Tatoeba / tatoeba2

Tatoeba is a platform whose purpose is to create a collaborative and open dataset of sentences and their translations.
https://tatoeba.org
GNU Affero General Public License v3.0
709 stars 132 forks source link

Some sentences do not appear in the search results #1952

Open Yorwba opened 5 years ago

Yorwba commented 5 years ago

Wall thread: https://tatoeba.org/eng/wall/show_message/32577#message_32577

There are 1679 Mandarin sentences with audio, but a search for them only returns a small percentage, though the number appears to be growing slowly.

Removing the filtering for sentences with audio as well as restrictions on orphaned and unapproved sentences yields 450 results, despite there being 60910 Mandarin sentences in total.

This also applies to Abkhaz, with the search only finding 25 sentences although there should be 27.

The lists are short enough that I could compare them and find a sentence that should appear, but didn't: #3892187 (Иҭабуп!). Explicitly searching for that word doesn't find anything. However, the same search works on dev.

That leads me to the question of how the Manticore configuration differs between dev and prod, if at all.

Maybe this is related to the index corruption in #1944, but the symptoms look very different.

trang commented 5 years ago

The configurations are the same on dev and prod. But there was a change in the config during the upgrade to Manticore 3: https://github.com/Tatoeba/tatoeba2/commit/c78d8afc8dedba842472991d54a4a11b5900b7ef

It feels like we have something wrong in the config related to these kill-lists, but it isn't noticeable on dev because we don't have much activity there.

~There are now only 23 sentences found in the search where you found 25 sentences by the way.~ Edit: the search returns 27 results now, as I have rebuilt the indexes.

AndiPersti commented 5 years ago

There is still a problem with the search.

#5978209 isn't found on prod and is neither found on dev because for some reason it doesn't exist there.

#3230000 isn't found on prod but is found on dev. The same for #1980618, #950300, #3239167, #380264, and #1892592.

jiru commented 4 years ago

#5978209 isn't found on prod

This one is orphan, that’s why it doesn’t show up by default. You need to enable orphan sentences in the search criteria.

and is neither found on dev because for some reason it doesn't exist there.

This is the expected behaviour. Dev is always outdated because we don’t update it unless we have something to test there.

#3230000 isn't found on prod but is found on dev.

I confirm. It appears the index is okay and the sentence was just not included. Reindexing ORV solved the problem.

The same for #1980618, #950300, #3239167, #380264, and #1892592.

Yeah, except for #1980618 and #380264. They are correctly indexed now.

So reindexation seems to solve the problem. Maybe this bug is just a side effect of #1944.

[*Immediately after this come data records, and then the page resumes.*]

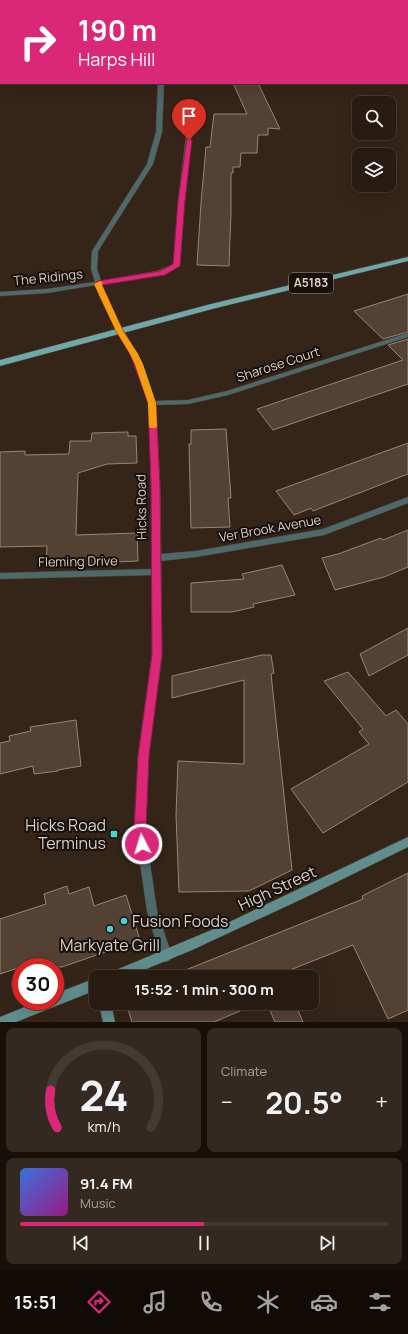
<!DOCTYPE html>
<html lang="en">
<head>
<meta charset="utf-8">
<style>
	body { margin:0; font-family:Manrope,sans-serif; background:#342920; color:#f1f3f6; height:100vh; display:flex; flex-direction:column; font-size:15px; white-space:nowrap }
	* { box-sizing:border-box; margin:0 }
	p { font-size:13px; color:#a5a19f }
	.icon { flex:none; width:22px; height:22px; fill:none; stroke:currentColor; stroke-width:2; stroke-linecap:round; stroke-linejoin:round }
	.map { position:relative; height:1022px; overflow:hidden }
	.drawer { display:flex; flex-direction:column; gap:6px; padding:6px; background:#160f0a; flex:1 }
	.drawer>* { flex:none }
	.top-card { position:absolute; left:0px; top:0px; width:408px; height:84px; box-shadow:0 4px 16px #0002,0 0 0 1px #443a32; background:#db2777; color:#fff; overflow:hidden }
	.tools { position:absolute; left:352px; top:96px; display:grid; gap:8px }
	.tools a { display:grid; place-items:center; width:44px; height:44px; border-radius:8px; background:#281c12; box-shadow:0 4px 16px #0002,0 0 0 1px #443a32; font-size:20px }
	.speed { position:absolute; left:12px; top:958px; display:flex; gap:8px; font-size:20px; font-weight:700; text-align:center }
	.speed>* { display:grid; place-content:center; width:52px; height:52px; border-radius:50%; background:#281c12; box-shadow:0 4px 16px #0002,0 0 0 1px #443a32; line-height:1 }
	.speed .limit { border:6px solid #d22; background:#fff; color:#111 }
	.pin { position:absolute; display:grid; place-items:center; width:34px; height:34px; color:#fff; margin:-41px -17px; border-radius:50% 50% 50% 0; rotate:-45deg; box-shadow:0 0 4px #0007 }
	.pin .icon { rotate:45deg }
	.me { position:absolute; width:44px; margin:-22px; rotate:355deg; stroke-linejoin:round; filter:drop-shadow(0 0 3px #0008) }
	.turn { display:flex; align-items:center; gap:14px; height:84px; padding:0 12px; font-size:18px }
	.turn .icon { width:52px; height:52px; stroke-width:2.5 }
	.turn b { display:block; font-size:28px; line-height:34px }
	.big { font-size:30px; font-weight:700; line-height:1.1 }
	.drawer .card { flex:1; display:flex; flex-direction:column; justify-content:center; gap:6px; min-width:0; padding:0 14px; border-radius:8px; background:#342920 }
	.drawer .dial { align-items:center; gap:0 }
	.dial svg { height:104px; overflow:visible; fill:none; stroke:#443a32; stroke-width:7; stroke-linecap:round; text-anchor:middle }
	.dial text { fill:#f1f3f6; stroke:none }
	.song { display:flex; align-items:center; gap:12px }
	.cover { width:48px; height:48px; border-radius:6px; background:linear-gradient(135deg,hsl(220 70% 55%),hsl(310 70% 35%)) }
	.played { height:4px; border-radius:2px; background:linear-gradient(90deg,#db2777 50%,#443a32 50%) }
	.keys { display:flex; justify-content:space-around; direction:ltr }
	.heat { display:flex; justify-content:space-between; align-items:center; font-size:22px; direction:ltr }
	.drawer .tiles { flex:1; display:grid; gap:6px; grid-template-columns:1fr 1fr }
	.card:last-child { grid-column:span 2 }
	.trip { position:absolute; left:89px; top:970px; width:230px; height:40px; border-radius:8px; background:#281c12; box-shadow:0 4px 16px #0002,0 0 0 1px #443a32; font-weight:700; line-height:40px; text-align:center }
	.dock { display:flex; height:64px; justify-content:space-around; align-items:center; background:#100b07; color:#a5a19f }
	.dock .icon { width:28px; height:28px }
	.dock .current { color:#db2777 }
	.dock b { font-size:18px; color:#f1f3f6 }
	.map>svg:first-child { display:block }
	.building { fill:#534234; stroke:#978475 }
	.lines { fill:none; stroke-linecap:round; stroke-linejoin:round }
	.street-casing { stroke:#504034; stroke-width:1 }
	.secondary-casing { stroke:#504034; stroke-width:1 }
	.primary-casing { stroke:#504034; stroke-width:1 }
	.street { fill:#4e6969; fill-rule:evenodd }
	.secondary { fill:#608d8d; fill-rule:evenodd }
	.primary { fill:#6ea8a9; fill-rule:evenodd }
	.route { fill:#db2777; stroke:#8e194d }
	.slow { fill:#f59e0b }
	.poi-dot { fill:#52cdcf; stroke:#17100a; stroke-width:1.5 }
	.labels { text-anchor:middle; stroke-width:4; stroke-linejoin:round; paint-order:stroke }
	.shield { fill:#17100a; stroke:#a0968f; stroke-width:1 }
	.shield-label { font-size:12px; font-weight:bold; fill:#dbd0c8 }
	.street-label { font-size:13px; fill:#dbd0c8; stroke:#17100a }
	.near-poi-label { font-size:16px; fill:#dbd0c8; stroke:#17100a; text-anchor:end }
	.near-street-label { font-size:16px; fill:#dbd0c8; stroke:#17100a }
</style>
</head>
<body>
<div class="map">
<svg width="408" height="1022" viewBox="0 0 408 1022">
	<rect width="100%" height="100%" fill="#352518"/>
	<!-- building -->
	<path class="building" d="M233 83H258L280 129 268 128V135H258L257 153H241L240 167H233V173H231V212L229 266 197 265 201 203 206 147H210L214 114H247Z
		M408 294V332L383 339 354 311Z
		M408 339V384L273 430 257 409 403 360 388 345Z
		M226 429 231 498H228L230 527 191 528 189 444H191V430Z
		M128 432V436H136L137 463 107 464 78 473 76 535 137 533 138 561 46 565 47 546 0 547V452L25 451V455L69 454 70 441H91L92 433Z
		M408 443V474L313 511 311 508 294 515 276 491Z
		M408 530V567L384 577 335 590 322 558 338 554 381 538 383 540Z
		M282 565 295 595 253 604 254 607 232 612H191V583L244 579 242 574Z
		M408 628V655L369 676 360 654Z
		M262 655H271L274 673 271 674 292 870 249 891 179 892 176 815 178 761 244 764V680L172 698V676Z
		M348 672 386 716 396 710 408 724V782L323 833 291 789 369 744 359 732 363 729 324 681Z
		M76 720 81 766 58 770V771L34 774 33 766 0 774V743L10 741 9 736 31 731 30 727Z
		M408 873V1010L388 1019 353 945 285 972 286 977H168L363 899 362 896Z
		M67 886 69 894 89 887 94 906 126 895 140 940 62 967H21L0 974V919L46 904 44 894Z
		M126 1003H259L214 1022H132Z
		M267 1003H295L303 1022H275Z"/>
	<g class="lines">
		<defs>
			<path id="street" d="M123 0H127V1H123Z
				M158 83H164L162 132 153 164 98 251 97 269 101 281 157 271 174 264 178 201 189 113 194 112 184 201 180 265 173 270 158 275 102 284C109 310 125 330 137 354 145 368 149 385 155 401L188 400 227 391 408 333V337L228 395 188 404 156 405 160 486 161 554 196 551 323 529 408 497V503L324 535 196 557 161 561 162 655 148 756 145 829 157 911 172 956 170 960 166 962 162 960 160 956 147 911 135 829 138 756 152 655V575L0 579V573L152 569V486L148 403 131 354 117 331 99 296 96 285 47 293 0 296V292L47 289 95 282 91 269 92 251 147 164 156 132Z"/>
			<path id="secondary" d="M408 837V847L302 899 192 950 127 977H107L109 973 221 926Z
				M96 978V990L16 1022H0V1017L40 1001H55V994Z
				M99 1003H111L115 1022H103Z"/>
			<path id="primary" d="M408 257V261L216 308 0 366V360L211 304Z"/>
		</defs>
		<!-- street casing -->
		<use href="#street" class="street-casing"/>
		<!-- secondary casing -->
		<use href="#secondary" class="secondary-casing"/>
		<!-- primary casing -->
		<use href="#primary" class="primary-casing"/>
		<!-- street -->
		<use href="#street" class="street"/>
		<!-- secondary -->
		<use href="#secondary" class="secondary"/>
		<!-- primary -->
		<use href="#primary" class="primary"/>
	</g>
	<!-- route -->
	<path class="route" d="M187 138 192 140 185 201 180 266 165 275 102 285 123 331 138 354 156 403 160 486 162 655 149 756 146 829 148 844 146 848 142 850 138 848 134 829 138 756 152 655 151 486 148 403 130 354 116 331 94 284 98 281 160 271 173 264 178 201Z"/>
	<!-- slow -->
	<path class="slow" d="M100 281 103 283 102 285 123 331 138 354 143 364 156 403 157 426 156 428H150L149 426 148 403 135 364 130 354 116 331 94 284Z"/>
	<!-- markers -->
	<g class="poi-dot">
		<rect x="110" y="830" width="8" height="8" rx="2"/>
		<circle cx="124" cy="921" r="4"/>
		<circle cx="110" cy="929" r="4"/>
	</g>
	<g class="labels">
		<!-- shield labels -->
		<rect class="shield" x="289" y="273" width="44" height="20" rx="3"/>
		<g class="shield-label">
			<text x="311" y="287">A5183</text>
		</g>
		<!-- street labels -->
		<g class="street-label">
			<text transform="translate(48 277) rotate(-6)" y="5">The Ridings</text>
			<text transform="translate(278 364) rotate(-18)" y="5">Sharose Court</text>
			<text transform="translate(141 507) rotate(-91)" y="5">Hicks Road</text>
			<text transform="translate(270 528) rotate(-10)" y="5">Ver Brook Avenue</text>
			<text transform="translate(78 561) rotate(-1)" y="5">Fleming Drive</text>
		</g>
		<!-- near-poi labels -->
		<g class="near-poi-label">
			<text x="106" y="831">Hicks Road<tspan x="106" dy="18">Terminus</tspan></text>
			<text x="132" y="927" text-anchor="start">Fusion Foods</text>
			<text x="110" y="951" text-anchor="middle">Markyate Grill</text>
		</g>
		<!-- near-street labels -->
		<g class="near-street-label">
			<text transform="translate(277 888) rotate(-25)" y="6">High Street</text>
		</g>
	</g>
</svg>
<div class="tools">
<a><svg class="icon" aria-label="search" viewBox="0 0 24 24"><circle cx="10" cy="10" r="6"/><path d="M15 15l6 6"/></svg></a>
<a><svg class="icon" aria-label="layers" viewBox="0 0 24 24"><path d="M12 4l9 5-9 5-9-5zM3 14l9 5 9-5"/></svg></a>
</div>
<div class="speed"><div class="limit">30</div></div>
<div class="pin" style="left:189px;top:140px;background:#d93025"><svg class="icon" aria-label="arrive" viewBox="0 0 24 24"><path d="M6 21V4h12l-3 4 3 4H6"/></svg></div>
<svg class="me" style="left:142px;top:844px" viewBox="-20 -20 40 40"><circle r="17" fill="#db2777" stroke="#fff" stroke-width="3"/><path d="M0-11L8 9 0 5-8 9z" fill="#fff"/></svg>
<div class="trip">15:52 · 1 min · 300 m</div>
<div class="top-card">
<div class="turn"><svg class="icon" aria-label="right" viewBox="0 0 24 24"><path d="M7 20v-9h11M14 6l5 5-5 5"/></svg><div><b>190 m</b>Harps Hill</div></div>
</div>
</div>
<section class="drawer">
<div class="tiles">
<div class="card dial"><svg viewBox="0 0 100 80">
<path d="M14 69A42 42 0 1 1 86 69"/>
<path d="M14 69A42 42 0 0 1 9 40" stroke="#db2777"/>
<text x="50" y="56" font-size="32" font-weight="700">24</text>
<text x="50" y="72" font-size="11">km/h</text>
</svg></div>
<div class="card"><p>Climate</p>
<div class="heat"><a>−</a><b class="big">20.5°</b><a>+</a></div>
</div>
<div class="card">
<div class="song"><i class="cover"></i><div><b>91.4 FM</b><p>Music</p></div></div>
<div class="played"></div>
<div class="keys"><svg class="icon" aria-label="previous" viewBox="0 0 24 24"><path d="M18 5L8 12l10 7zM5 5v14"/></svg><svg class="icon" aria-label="pause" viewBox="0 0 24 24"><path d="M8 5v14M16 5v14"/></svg><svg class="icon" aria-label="next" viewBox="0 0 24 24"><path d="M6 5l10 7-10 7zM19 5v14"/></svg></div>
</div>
</div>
</section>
<nav class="dock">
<b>15:51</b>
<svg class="icon current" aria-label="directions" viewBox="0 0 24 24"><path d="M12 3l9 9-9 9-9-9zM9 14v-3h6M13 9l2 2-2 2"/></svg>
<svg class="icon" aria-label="music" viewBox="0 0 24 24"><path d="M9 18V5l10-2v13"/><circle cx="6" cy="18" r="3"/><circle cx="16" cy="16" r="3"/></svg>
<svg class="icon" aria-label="phone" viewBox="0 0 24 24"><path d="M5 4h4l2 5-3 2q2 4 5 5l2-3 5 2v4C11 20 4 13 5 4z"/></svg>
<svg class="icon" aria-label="climate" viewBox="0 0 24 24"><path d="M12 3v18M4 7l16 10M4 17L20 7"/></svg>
<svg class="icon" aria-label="car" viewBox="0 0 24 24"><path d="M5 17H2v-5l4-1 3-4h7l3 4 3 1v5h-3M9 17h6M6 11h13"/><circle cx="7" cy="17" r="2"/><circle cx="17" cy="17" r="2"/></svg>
<svg class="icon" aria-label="filters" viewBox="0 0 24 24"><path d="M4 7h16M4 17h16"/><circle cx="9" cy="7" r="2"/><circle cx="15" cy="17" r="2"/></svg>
</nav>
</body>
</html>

AndiPersti commented 4 years ago

This is the expected behaviour. Dev is always outdated because we don’t update it unless we have something to test there.

Yes, I understand that. But I just found it strange that it doesn't appear on Dev although there were logs for it and it's from 2017 (AFAIK the database on Dev is from May 2019).

So reindexation seems to solve the problem. Maybe this bug is just a side effect of #1944.

Yes, it looks like reindexing the database is necessary. I've just retested Abkhaz and although Trang said that all 27 sentences were found after rebuilding the index in September, it again "lost" one sentence: #4256204. Searching for these words currently doesn't find anything.